Personally, I think they should extend the experiment to see what effect a stack of underwater transducers emitting a structured arrangement of audio signals combined with rapidly changing patterns of lighting, would have on the octopus behaviour.
Should a scientist accidentally fall into the mdma infused tank full of octupuses, I think the damage to their academic career could be substantial due to these kinds of childish attitudes. And that is the only reason all of the security footage is being encrypted and streamed to an offsite technology partner.
Yea, this whole study was possible because octopuses don't really like being that close to others. It seems cruel to trap a sober one in a cage with one they got high on drugs who is trying to get all up in the sober one's business.
It would be fascinating to test the behaviour of two male octopus on MDMA. Will they fight or connect? I’d love to see a video of the difference in behaviour.
Probably the least interesting part of the entire article, but if you want to go there -
"Although it is often supposed that octopi is the ‘correct’ plural of octopus, and it has been in use for longer than the usual Anglicized plural octopuses, it in fact originates as an error. Octopus is not a simple Latin word of the second declension, but a Latinized form of the Greek word oktopous, and its ‘correct’ plural would logically be octopodes."

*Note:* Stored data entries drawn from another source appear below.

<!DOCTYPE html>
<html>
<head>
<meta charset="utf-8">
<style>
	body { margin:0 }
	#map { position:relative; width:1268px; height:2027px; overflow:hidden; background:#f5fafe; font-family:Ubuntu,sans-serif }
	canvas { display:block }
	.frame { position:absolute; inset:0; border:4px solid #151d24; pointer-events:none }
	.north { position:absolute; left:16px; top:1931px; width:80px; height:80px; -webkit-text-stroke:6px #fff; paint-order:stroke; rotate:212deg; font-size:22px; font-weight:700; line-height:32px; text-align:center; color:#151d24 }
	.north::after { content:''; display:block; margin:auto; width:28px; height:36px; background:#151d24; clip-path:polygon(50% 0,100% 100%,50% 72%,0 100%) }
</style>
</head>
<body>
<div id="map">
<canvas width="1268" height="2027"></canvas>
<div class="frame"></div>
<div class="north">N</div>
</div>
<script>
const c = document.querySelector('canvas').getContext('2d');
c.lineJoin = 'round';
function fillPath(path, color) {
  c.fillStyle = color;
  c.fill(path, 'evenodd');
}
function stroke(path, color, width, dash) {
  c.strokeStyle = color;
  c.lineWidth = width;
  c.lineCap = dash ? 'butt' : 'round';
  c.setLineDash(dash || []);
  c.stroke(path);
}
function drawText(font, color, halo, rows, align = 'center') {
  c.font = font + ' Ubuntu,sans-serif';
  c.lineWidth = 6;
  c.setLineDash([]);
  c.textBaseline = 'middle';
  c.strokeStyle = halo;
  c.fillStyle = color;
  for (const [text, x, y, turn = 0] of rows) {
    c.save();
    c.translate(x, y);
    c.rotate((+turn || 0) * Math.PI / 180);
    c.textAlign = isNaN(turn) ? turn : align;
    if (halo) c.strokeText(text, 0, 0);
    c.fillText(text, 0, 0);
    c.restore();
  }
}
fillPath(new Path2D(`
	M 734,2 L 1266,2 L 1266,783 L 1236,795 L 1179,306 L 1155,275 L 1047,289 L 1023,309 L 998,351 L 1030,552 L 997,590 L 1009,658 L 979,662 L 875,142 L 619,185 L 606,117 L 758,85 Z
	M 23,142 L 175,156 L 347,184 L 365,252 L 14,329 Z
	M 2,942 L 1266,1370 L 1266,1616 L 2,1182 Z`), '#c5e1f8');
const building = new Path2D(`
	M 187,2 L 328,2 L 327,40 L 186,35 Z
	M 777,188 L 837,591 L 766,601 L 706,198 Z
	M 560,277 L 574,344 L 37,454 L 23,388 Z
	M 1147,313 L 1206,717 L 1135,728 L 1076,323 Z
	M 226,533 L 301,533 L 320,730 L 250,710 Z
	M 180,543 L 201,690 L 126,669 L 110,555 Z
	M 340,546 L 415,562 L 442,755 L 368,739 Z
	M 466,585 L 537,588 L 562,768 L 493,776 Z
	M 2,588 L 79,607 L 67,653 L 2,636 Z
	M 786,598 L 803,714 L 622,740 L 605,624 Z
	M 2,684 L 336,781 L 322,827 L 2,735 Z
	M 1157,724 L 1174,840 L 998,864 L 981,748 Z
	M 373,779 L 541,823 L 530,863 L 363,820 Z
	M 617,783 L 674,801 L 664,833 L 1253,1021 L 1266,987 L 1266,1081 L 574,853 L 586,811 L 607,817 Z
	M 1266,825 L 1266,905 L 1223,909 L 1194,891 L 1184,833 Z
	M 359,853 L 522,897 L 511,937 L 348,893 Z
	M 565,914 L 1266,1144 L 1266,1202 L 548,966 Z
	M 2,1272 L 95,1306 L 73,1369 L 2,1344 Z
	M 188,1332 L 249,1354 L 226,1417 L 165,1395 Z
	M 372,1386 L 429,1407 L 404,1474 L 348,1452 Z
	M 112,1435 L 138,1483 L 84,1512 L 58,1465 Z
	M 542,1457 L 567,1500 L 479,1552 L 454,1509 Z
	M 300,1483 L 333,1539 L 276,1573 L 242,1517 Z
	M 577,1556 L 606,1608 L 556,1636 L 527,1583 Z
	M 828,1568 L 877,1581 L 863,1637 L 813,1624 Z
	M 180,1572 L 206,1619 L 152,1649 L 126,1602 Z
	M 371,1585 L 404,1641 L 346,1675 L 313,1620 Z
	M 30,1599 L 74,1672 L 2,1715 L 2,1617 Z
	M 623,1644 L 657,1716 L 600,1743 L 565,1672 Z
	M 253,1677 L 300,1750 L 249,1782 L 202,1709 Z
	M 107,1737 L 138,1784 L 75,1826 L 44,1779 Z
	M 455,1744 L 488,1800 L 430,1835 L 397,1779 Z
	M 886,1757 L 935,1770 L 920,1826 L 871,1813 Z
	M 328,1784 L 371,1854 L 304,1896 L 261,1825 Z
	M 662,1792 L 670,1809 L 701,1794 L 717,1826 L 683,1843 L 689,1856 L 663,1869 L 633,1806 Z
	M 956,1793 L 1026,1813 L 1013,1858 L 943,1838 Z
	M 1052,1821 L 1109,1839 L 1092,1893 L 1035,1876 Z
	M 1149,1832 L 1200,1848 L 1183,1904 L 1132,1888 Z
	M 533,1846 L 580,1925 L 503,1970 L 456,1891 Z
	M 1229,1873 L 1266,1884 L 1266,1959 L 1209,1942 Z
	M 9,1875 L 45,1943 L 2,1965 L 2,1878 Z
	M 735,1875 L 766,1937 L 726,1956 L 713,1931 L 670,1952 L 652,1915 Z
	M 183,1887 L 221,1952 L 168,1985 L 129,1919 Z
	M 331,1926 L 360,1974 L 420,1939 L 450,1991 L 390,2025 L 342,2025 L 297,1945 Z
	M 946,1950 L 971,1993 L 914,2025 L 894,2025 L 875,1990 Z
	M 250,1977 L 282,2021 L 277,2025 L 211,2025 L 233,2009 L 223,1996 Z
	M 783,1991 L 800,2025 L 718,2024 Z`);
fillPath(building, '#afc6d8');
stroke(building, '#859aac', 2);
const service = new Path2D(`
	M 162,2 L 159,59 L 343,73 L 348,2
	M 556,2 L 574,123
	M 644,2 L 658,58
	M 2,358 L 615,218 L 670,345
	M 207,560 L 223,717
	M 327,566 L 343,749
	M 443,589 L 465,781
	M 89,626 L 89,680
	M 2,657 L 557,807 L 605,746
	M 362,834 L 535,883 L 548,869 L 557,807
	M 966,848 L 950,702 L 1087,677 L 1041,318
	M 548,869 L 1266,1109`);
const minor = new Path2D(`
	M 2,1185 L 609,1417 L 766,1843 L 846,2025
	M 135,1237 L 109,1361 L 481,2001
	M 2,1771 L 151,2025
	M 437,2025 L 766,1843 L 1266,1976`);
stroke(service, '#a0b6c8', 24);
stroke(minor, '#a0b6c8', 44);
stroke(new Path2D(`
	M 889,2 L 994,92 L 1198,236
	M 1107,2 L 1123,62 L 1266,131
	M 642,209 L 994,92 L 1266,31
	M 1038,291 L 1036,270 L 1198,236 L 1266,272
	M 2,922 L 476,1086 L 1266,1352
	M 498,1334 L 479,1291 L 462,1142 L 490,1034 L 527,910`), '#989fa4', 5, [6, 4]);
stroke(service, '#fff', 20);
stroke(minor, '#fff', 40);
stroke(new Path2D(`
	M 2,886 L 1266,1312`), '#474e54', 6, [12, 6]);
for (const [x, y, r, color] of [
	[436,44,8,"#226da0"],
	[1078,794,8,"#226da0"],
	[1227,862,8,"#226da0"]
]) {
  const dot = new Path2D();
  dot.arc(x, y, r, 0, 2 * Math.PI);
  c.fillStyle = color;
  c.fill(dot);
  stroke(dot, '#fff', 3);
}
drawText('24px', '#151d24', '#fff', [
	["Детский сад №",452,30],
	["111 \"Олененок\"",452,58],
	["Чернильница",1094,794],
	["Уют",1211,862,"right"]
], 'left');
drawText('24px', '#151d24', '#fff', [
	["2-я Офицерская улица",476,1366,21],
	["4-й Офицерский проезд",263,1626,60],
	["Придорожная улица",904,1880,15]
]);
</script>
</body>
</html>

but in all seriousness, language is a social construct. If someone says “octopuses” and everyone understands that they mean “more than one octopus”, then the communication was successful. And if enough people use it, then we’re looking at a successful new word. For better or worse.
Also, we are writing modern english, not ancient latin or greek, so the anglicanised form is fine anyway, as it isn't a sudden neologism looking to find widespread use. Rather it is the common natural pluralisation of octopus in english.
There is no legitimate reason for that research to have ever stopped. In humans.